Not all brands produce at scale. But as soon as you start adapting creatives for multiple markets, platforms, or even testing different visuals or messages, large-scale production quickly becomes essential. That said, creating without a clear strategy often means wasting budget. This is where prioritization becomes critical, and where testing proves its value. 

In this context, producing in volume without a testing strategy is like flying blind. A/B testing helps to: 

  • Structure creative production: testing upfront makes it easier to define the most effective format/message/angle combinations to scale. 
  • Prioritize ideas: not all creative concepts are worth developing. Testing reveals which ones truly perform. 
  • Avoid creative sprawl: without testing, brands risk producing a large number of disconnected assets. Testing provides a clear framework to produce less, but better. 
  • Iterate faster: the more frequently you test, the more learnings you generate, fueling a continuous optimization loop. 

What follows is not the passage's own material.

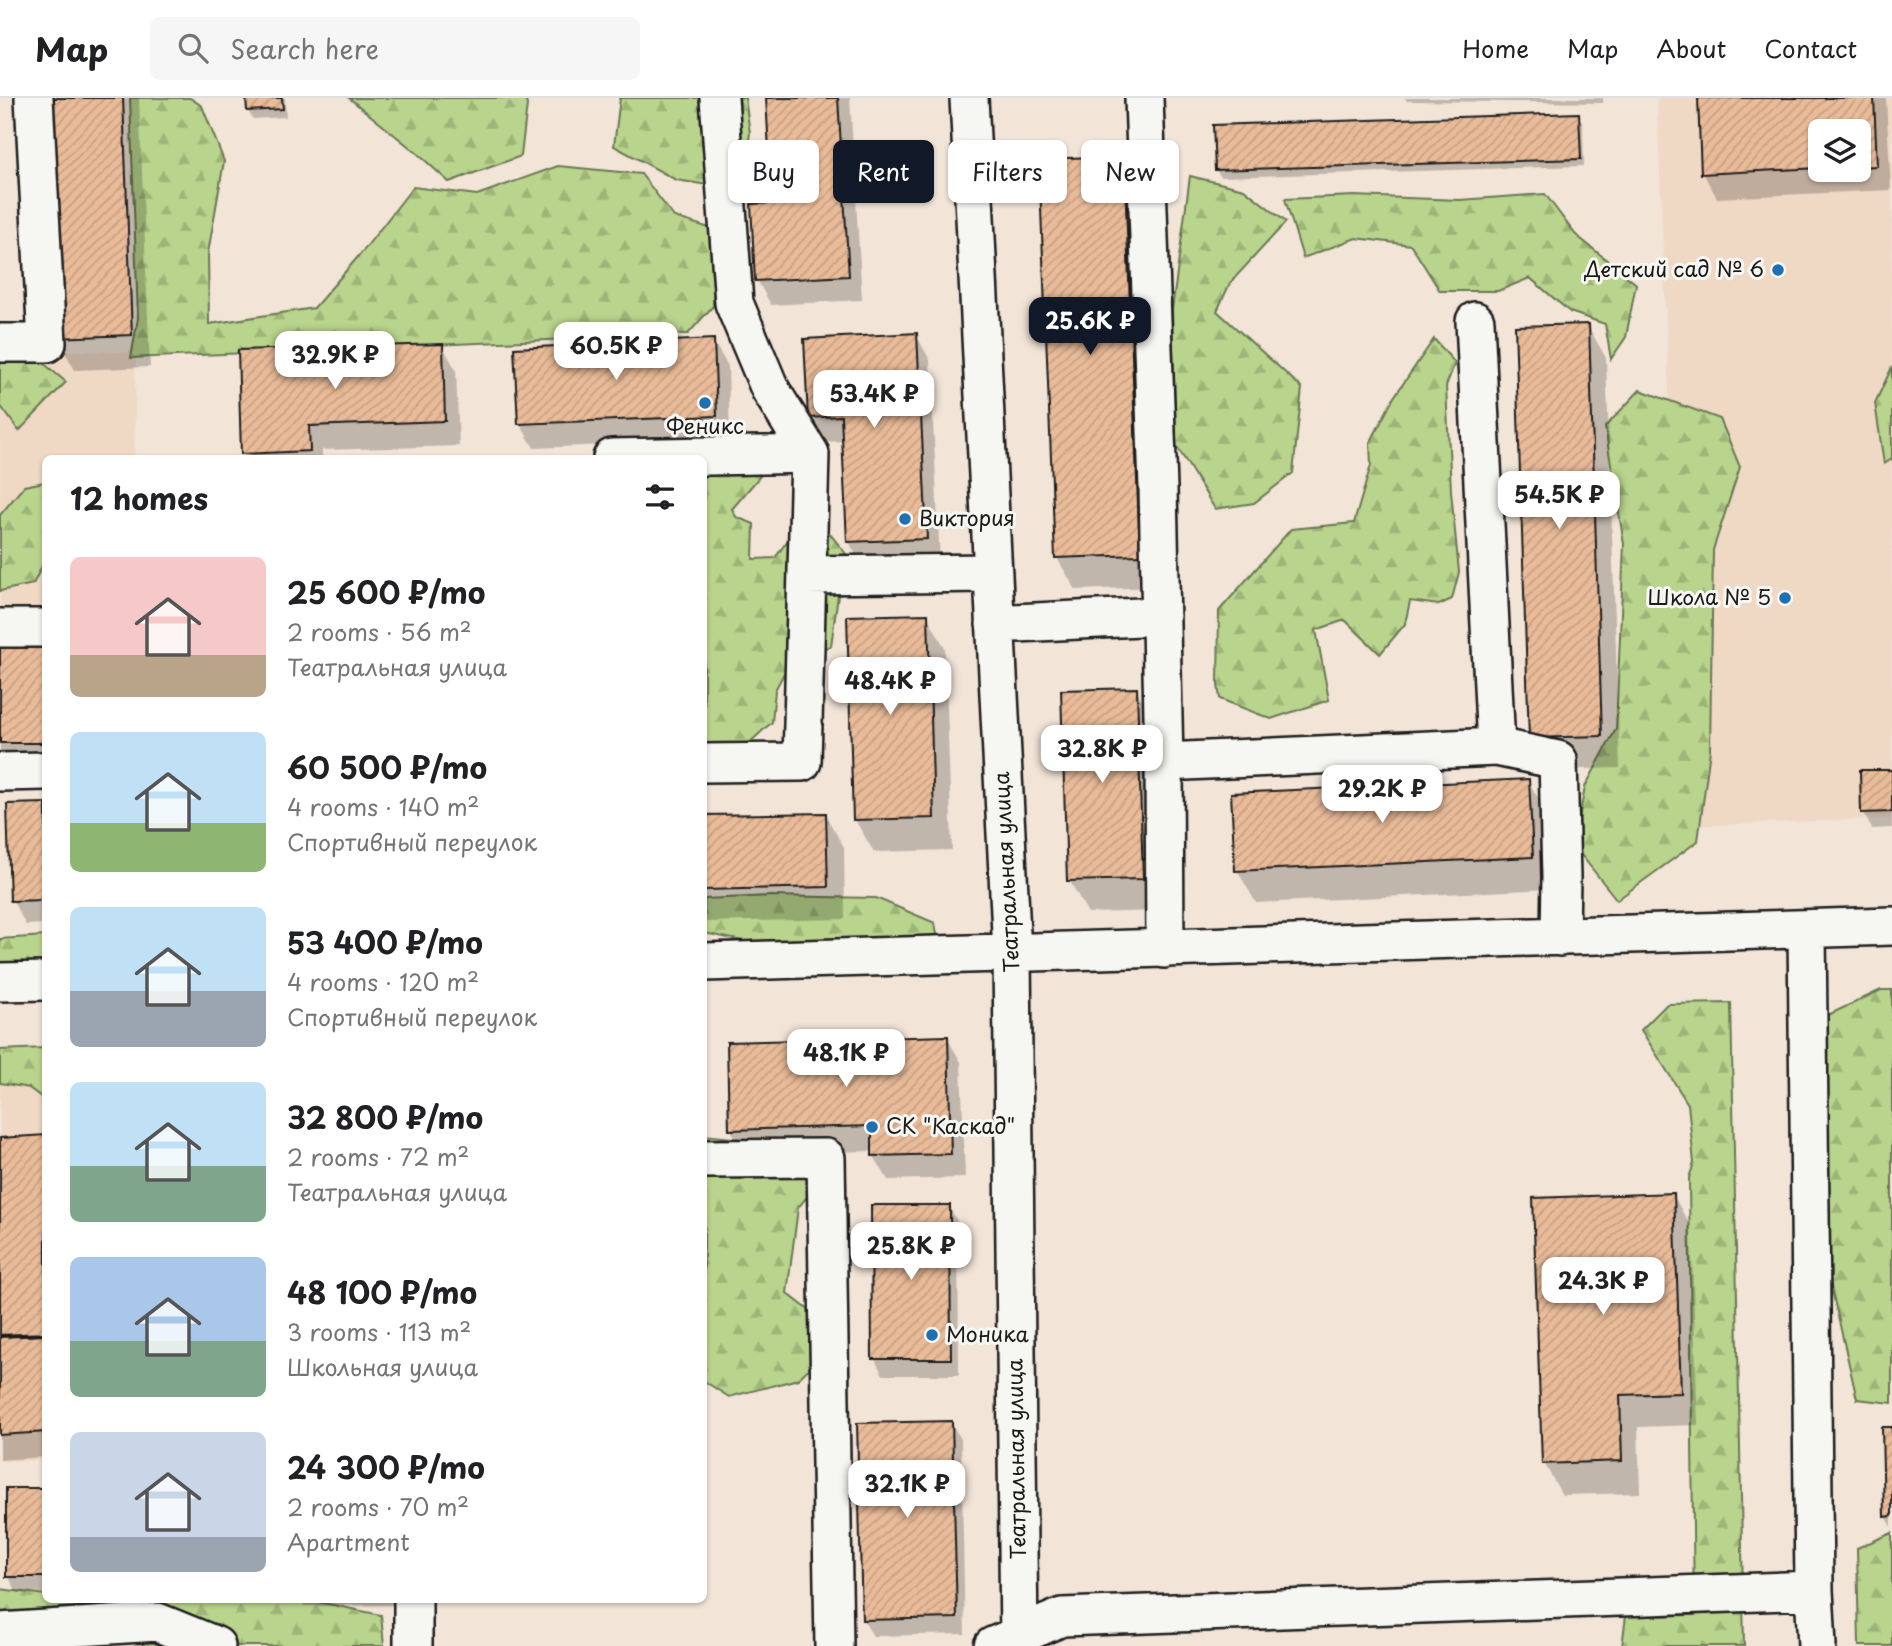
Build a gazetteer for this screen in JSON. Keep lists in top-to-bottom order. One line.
{"streets":{"street":["Театральная улица"]},"places":["Детский сад № 6","Феникс","Виктория","Школа № 5","СК \"Каскад\"","Моника"],"page":{"header":"Map","search":"Search here","nav":["Home","Map","About","Contact"],"chip":["Buy","Rent","Filters","New"],"price":["25.6K ₽","60.5K ₽","32.9K ₽","53.4K ₽","54.5K ₽","48.4K ₽","32.8K ₽","29.2K ₽","48.1K ₽","25.8K ₽","24.3K ₽","32.1K ₽"],"heading":"12 homes","list":[{"name":"25 600 ₽/mo","note":"2 rooms · 56 m² · Театральная улица"},{"name":"60 500 ₽/mo","note":"4 rooms · 140 m² · Спортивный переулок"},{"name":"53 400 ₽/mo","note":"4 rooms · 120 m² · Спортивный переулок"},{"name":"32 800 ₽/mo","note":"2 rooms · 72 m² · Театральная улица"},{"name":"48 100 ₽/mo","note":"3 rooms · 113 m² · Школьная улица"},{"name":"24 300 ₽/mo","note":"2 rooms · 70 m² · Apartment"}]}}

In short, A/B testing is no longer a side process. It’s a foundational element of any large-scale creative strategy. 

For example, with one of our gaming clients, over 4,000 creatives were produced in just 6 months to support campaigns across multiple countries and platforms. Low-budget tests were used to identify the highest-performing combinations before rolling them out more broadly. 

Results:

  • ROAS multiplied by 3 
  • IPM up by 70% 
  • Lower testing budget needed to validate winning concepts 

Best practices for structuring your A/B tests 

Testing is essential, but only if it’s done right. To ensure each test delivers actionable learnings, especially when it guides dozens of creative variations, here are the principles to follow: 

  • One variable at a time

This is the golden rule. If you change the message, offer, format, and audience all at once, you won’t know what actually impacted performance. A solid test is based on a single clear hypothesis; for example: does an emotional hook perform better than a functional message?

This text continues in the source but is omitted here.